Sprint looks to music subscriptions

Mar 29 2006 - 11:51 AM ET | Sprint Nextel

Sprint Nextel is considering a music subscription service according to comments from CEO Len Lauer at the World Congress of Sports conference. Subscriptions have had limited success in online music delivery, with most rivals to Apple's iTunes having some sort of subscription service (though in market share terms its popularity is still limited).

"We'd like to have the capability later this year that the customer listens to a song and says, 'I want to buy that song,"' he told the audience during his keynote speech at the conference.
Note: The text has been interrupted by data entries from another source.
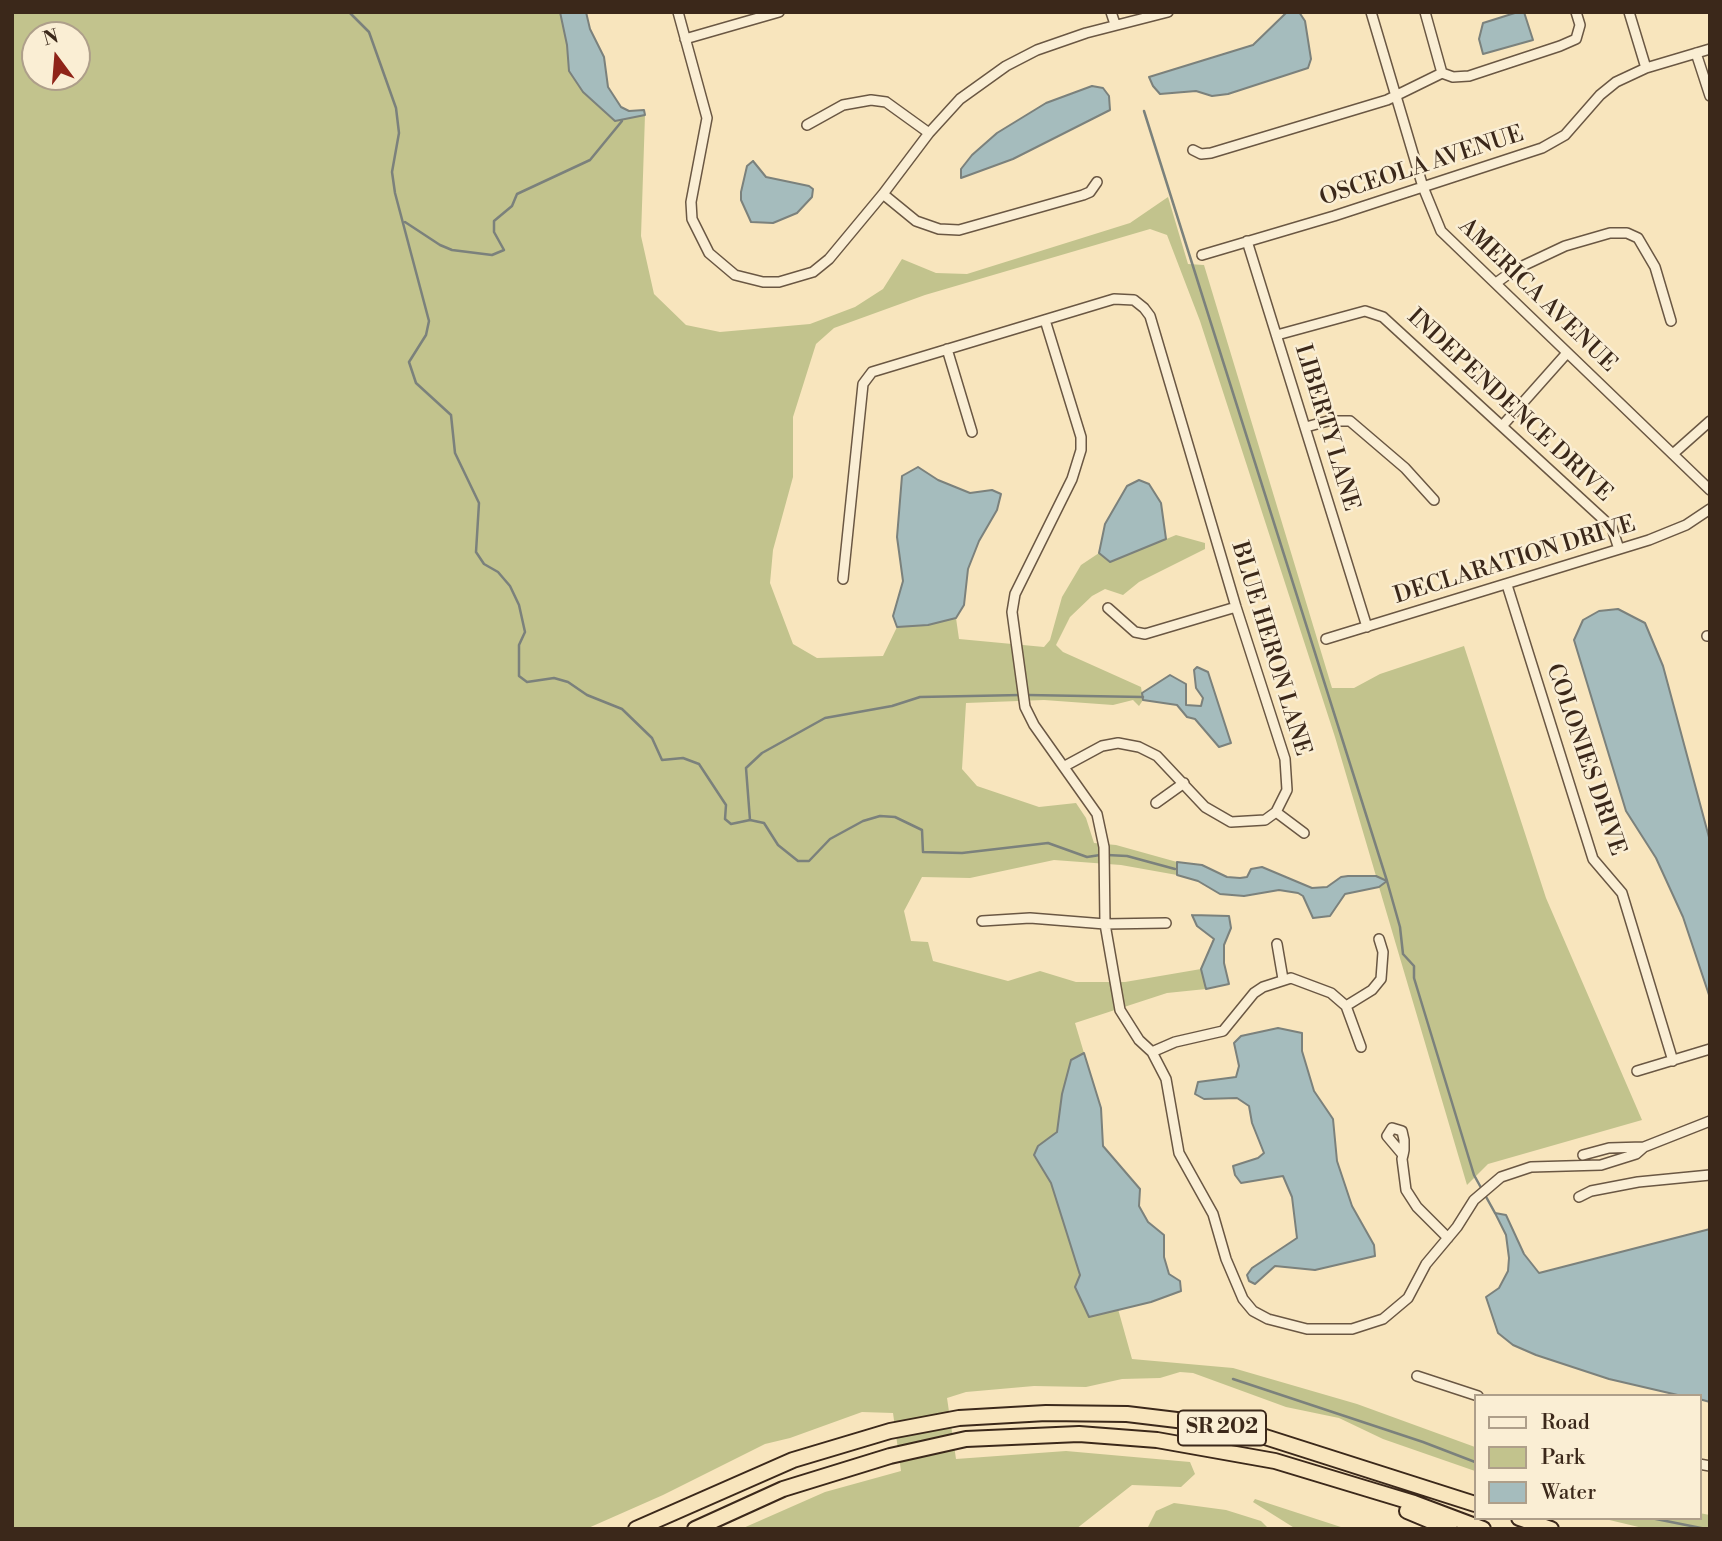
<!DOCTYPE html>
<style>
body{margin:0}
#map{position:relative;width:1722px;height:1541px;overflow:hidden;background:#f8e5bd;font-family:"Libre Bodoni",serif}
canvas{display:block}
.frame{position:absolute;inset:0;border:14px solid #3b281a;pointer-events:none}
.legend{position:absolute;left:1474px;top:1394px;width:228px;height:126px;box-sizing:border-box;background:#faeed4;border:2px solid #ae9f8a;margin:0;padding:9px 12px;list-style:none;font-size:21px;color:#3b281a}
.legend li{display:flex;align-items:center;gap:14px;height:35px}
.legend b{width:35px;border:2px solid #ae9f8a}
.north{position:absolute;left:21px;top:21px;width:70px;height:70px;box-sizing:border-box;background:#faeed4;border:2px solid #ae9f8a;border-radius:50%;rotate:344deg;font-size:19px;font-weight:700;line-height:28px;text-align:center;color:#3b281a}
.north::after{content:'';display:block;margin:auto;width:24px;height:32px;background:#8f2418;clip-path:polygon(50% 0,100% 100%,50% 72%,0 100%)}
</style>
<div id="map">
<canvas width="1722" height="1541"></canvas>
<div class="frame"></div>
<ul class="legend">
<li><b style="height:9px;background:#faeed4"></b>Road</li>
<li><b style="height:19px;background:#c2c38d"></b>Park</li>
<li><b style="height:19px;background:#a5bcbd"></b>Water</li>
</ul>
<div class="north">N</div>
</div>
<script>
const ctx = document.querySelector('canvas').getContext('2d');
ctx.lineJoin = 'round';
function fill(path, color) { ctx.fillStyle = color; ctx.fill(path, 'evenodd'); }
const poly = rows => new Path2D(rows.map(r => 'M' + r).join(''));
function trace(path, color, width, dash) { ctx.strokeStyle = color; ctx.lineWidth = width; ctx.lineCap = dash ? 'butt' : 'round'; ctx.setLineDash(dash || []); ctx.stroke(path); }
function label(font, color, halo, rows, align = 'center') {
  ctx.font = font + ' "Libre Bodoni",serif'; ctx.lineWidth = 5; ctx.setLineDash([]); ctx.textBaseline = 'middle'; ctx.strokeStyle = halo; ctx.fillStyle = color; for (const [text, x, y, turn = 0] of rows) {
    ctx.save(); ctx.translate(x, y); ctx.rotate((+turn || 0) * Math.PI / 180); ctx.textAlign = isNaN(turn) ? turn : align; if (halo) ctx.strokeText(text, 0, 0); ctx.fillText(text, 0, 0); ctx.restore();
  }
}
const green = poly([
 [12,12,560,12,567,45,569,71,583,92,615,121,645,115,641,236,654,294,686,325,720,332,810,324,855,307,883,289,902,259,936,273,967,274,1130,223,1168,197,1188,264,1204,265,1332,688,1354,688,1380,674,1464,646,1546,898,1642,1120,1488,1164,1467,1185,1379,887,1386,881,1376,876,1335,737,1200,321,1167,235,1150,229,925,295,834,328,816,344,793,417,793,477,773,550,770,583,793,644,817,658,883,656,897,627,928,625,956,618,959,639,1044,647,1050,640,1062,597,1081,565,1099,553,1111,562,1176,535,1205,543,1205,549,1139,582,1123,595,1105,589,1092,596,1070,617,1056,645,1063,652,1141,687,1143,700,1139,706,1133,700,1113,705,1044,700,966,703,962,769,977,786,1039,807,1076,803,1086,818,1094,843,1116,845,1177,862,1177,875,1121,865,1054,860,970,878,922,877,904,911,911,941,928,942,933,961,1008,981,1040,971,1076,982,1125,982,1201,969,1206,989,1167,993,1075,1023,1084,1053,1071,1061,1062,1094,1057,1132,1039,1146,1034,1155,1051,1183,1080,1275,1089,1317,1118,1309,1132,1359,1233,1368,1357,1404,1475,1447,1475,1471,1383,1439,1339,1418,1286,1407,1193,1373,1180,1372,1160,1378,1122,1379,1086,1387,1034,1386,966,1392,947,1398,956,1459,1066,1451,1190,1462,1195,1474,1181,1487,1132,1485,1076,1529,741,1529,825,1492,901,1471,893,1413,862,1412,790,1438,765,1444,663,1495,586,1529,12,1529],
 [35,35,77,35,77,77,35,77],
 [1255,1499,1347,1529,1296,1529,1253,1502],
 [1174,1503,1226,1510,1261,1521,1269,1529,1147,1529,1156,1511],
 [1699,1513,1710,1515,1710,1529,1647,1529,1601,1518,1699,1518]
]);
const water = poly([
 [560,12,586,12,590,29,604,57,608,87,621,107,629,111,644,110,645,115,615,121,583,92,569,71,567,45,560,12],
 [1287,12,1299,12,1305,21,1311,59,1308,68,1228,94,1212,96,1196,91,1160,94,1153,86,1149,77,1253,45,1287,12],
 [1518,12,1524,12,1533,40,1483,54,1479,39,1483,23,1518,12],
 [1092,86,1103,88,1109,96,1110,110,1013,159,961,178,961,169,972,155,997,133,1046,103,1092,86],
 [753,161,766,177,809,186,813,189,812,197,797,213,773,223,751,222,741,200,741,192,747,166,753,161],
 [918,467,938,480,970,493,992,490,1001,494,997,510,979,541,968,569,964,605,956,618,928,625,897,627,893,616,903,581,897,537,902,476,918,467],
 [1139,480,1149,484,1161,503,1166,539,1110,562,1099,553,1105,524,1127,486,1139,480],
 [1618,609,1645,623,1663,666,1710,841,1710,998,1683,917,1656,858,1626,811,1574,640,1583,620,1599,611,1618,609],
 [1197,667,1208,672,1231,743,1219,747,1195,719,1187,717,1177,705,1143,700,1142,693,1170,675,1186,684,1186,705,1201,706,1203,698,1196,688,1194,670,1197,667],
 [1177,862,1202,865,1227,877,1240,878,1247,877,1251,869,1262,867,1312,888,1327,887,1341,877,1348,876,1376,876,1387,881,1379,887,1345,894,1330,916,1313,918,1303,896,1298,893,1279,890,1244,896,1220,894,1198,881,1177,875,1177,862],
 [1192,915,1229,916,1231,928,1224,945,1224,963,1229,984,1206,989,1201,969,1214,939,1197,926,1192,915],
 [1278,1028,1302,1033,1302,1051,1314,1091,1333,1119,1337,1161,1352,1206,1374,1245,1375,1256,1315,1270,1275,1266,1255,1284,1249,1281,1247,1275,1252,1268,1297,1238,1292,1197,1283,1176,1241,1183,1235,1175,1233,1166,1258,1158,1264,1153,1252,1123,1249,1106,1237,1098,1204,1099,1195,1094,1198,1082,1236,1077,1239,1066,1234,1043,1241,1036,1278,1028],
 [1084,1053,1101,1108,1103,1146,1140,1189,1139,1206,1148,1222,1164,1235,1164,1257,1169,1274,1180,1281,1181,1291,1151,1302,1089,1317,1075,1287,1080,1275,1051,1183,1034,1155,1038,1146,1057,1132,1062,1094,1071,1060,1084,1053],
 [1495,1213,1506,1215,1524,1254,1539,1273,1710,1229,1710,1402,1699,1399,1699,1396,1682,1396,1609,1379,1536,1355,1513,1345,1498,1333,1486,1297,1499,1288,1508,1271,1509,1258,1506,1235,1495,1213]
]);
const stream = poly([
 [349,12,369,32,396,108,399,133,392,172,395,193,429,321,426,335,409,362,416,383,451,415,455,453,479,503,476,552,484,564,498,572,510,586,519,605,525,632,519,645,519,676,527,682,554,678,568,682,587,695,622,709,652,738,662,760,683,758,699,764,726,805,725,819,731,824,750,820,764,823,778,845,798,861,809,861,830,839,863,821,880,816,895,817,922,830,923,852,962,853,1048,843,1087,857,1100,855],
 [1144,111,1387,881,1400,927,1403,954,1414,966,1414,978,1474,1175,1495,1213],
 [405,222,440,245,452,250,492,255,504,250,494,232,494,221,512,206,517,194,590,160,622,121],
 [1027,695,1143,697],
 [750,820,746,768,762,753,825,718,892,706,920,697,1021,695],
 [1107,855,1127,856,1175,869],
 [1233,1379,1423,1442,1475,1462],
 [1651,1518,1706,1529]
]);
const minor = poly([
 [678,12,707,118,691,202,692,219,709,253,735,275,763,282,779,282,813,272,829,259,883,194,929,133,960,99,1006,66,1037,50,1086,33,1168,12],
 [1111,12,1115,24],
 [1371,12,1423,187,1441,231,1710,490],
 [1425,12,1442,73],
 [1629,12,1646,68],
 [685,39,779,12],
 [1696,53,1710,96],
 [807,125,843,105,871,100,886,102,929,133],
 [1193,150,1201,154,1211,153,1387,100,1442,73,1453,77,1469,76,1560,46,1576,39,1580,25,1576,12],
 [883,194,916,221,939,229,959,230,1083,195,1090,192,1097,182],
 [1247,241,1367,627],
 [1202,255,1334,216,1542,148,1565,135,1600,95,1616,82,1646,68,1710,49],
 [1496,283,1514,270,1565,246,1610,233,1627,233,1638,238,1655,267,1671,321],
 [1045,320,1081,437,1081,450,1072,479,1015,594,1012,612,1025,707,1034,725,1097,814,1104,847,1105,924,1120,1010,1139,1040,1152,1052,1166,1079,1179,1153,1213,1214,1226,1259,1243,1299,1253,1311,1268,1319,1307,1329,1352,1329,1383,1319,1408,1298,1426,1264,1457,1227,1474,1200,1501,1177,1531,1167,1601,1165,1636,1154,1644,1147,1710,1121],
 [1277,335,1365,311,1383,317,1604,520,1612,528,1619,549],
 [947,349,972,432],
 [1503,425,1567,353],
 [1306,427,1328,421,1350,421,1405,468,1434,500],
 [1674,453,1710,421],
 [843,579,863,384,872,372,1114,299,1134,300,1144,308,1150,316,1236,607,1285,759,1287,790,1276,812,1265,820,1231,822,1205,807,1157,756,1139,747,1118,743,1102,746,1065,766],
 [1507,585,1593,859,1622,893,1673,1061],
 [1108,608,1135,632,1145,634,1236,607],
 [1707,636,1710,636],
 [1326,639,1649,540,1686,525,1710,509],
 [1156,803,1184,783],
 [1276,812,1304,833],
 [982,921,1030,918,1105,924,1166,923],
 [1277,944,1283,979],
 [1346,1006,1372,990,1381,979,1383,952,1379,939],
 [1152,1052,1175,1042,1223,1031,1254,993,1263,987,1291,978,1331,993,1346,1006,1361,1047],
 [1637,1071,1710,1049],
 [1403,1155,1387,1136,1392,1128,1402,1131,1404,1140,1404,1150,1403,1155,1402,1159,1406,1190,1417,1207,1448,1238],
 [1583,1155,1609,1148,1644,1147],
 [1579,1197,1591,1191,1638,1182,1710,1175],
 [1417,1376,1478,1396],
 [1699,1464,1710,1466]
]);
const highway = poly([
 [1407,1511,1450,1529],
 [1519,1518,1551,1529],
 [636,1529,793,1460,890,1431,959,1418,1046,1413,1127,1414,1185,1421,1262,1436,1475,1504],
 [695,1529,783,1489,890,1456,966,1439,1079,1434,1157,1440,1275,1461,1414,1503,1483,1529]
]);
const shields = [
 [1222,1428,88]
];
const shieldNames = [
 ["SR 202",1222,1428]
];
const streetNames = [
 ["OSCEOLA AVENUE",1422,167,-18],
 ["AMERICA AVENUE",1537,296,44],
 ["INDEPENDENCE DRIVE",1509,406,43],
 ["LIBERTY LANE",1326,428,73],
 ["DECLARATION DRIVE",1515,561,-17],
 ["BLUE HERON LANE",1270,649,73],
 ["COLONIES DRIVE",1585,760,71]
];
fill(green, '#c2c38d');
fill(water, '#a5bcbd');
trace(water, '#7b817c', 2);
trace(stream, '#7b817c', 2.5);
trace(minor, '#6a5743', 12);
trace(highway, '#3b281a', 18);
trace(minor, '#faeed4', 9);
trace(highway, '#f8e5bd', 14);
for (const [x, y, w] of shields) { const box = new Path2D(); box.roundRect(x - w / 2, y - 17.5, w, 35, 5); ctx.fillStyle = '#faeed4'; ctx.fill(box); trace(box, '#3b281a', 2); }
label('bold 21px', '#3b281a', null, shieldNames);
label('23px', '#3b281a', '#faeed4', streetNames);
</script>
Songs downloaded from Sprint handsets currently cost $2.50, which is a hefty premium over desktop PC downloads. Lauer did not hint at possible pricing for a streaming subscription. Sprint's music download service racked up over a million downloads, but the company has not revealed how many of those are paid versus given away for free for promotion.

[via PhoneScoop]

Comments from readers


PA Clark Mar 29 2006

Sprint...they are amazing...the Rolls Royce of cellular with pretty phones and the worst customer service (no Dell is worse) and a pricing model that is for the rich and stupid. Wow a streaming service and it will be priced at about $400/mo I will bet you. Someone should call Leon and tell him to wake up...but he has a Sprint phone, lives in the suburbs where there is no service.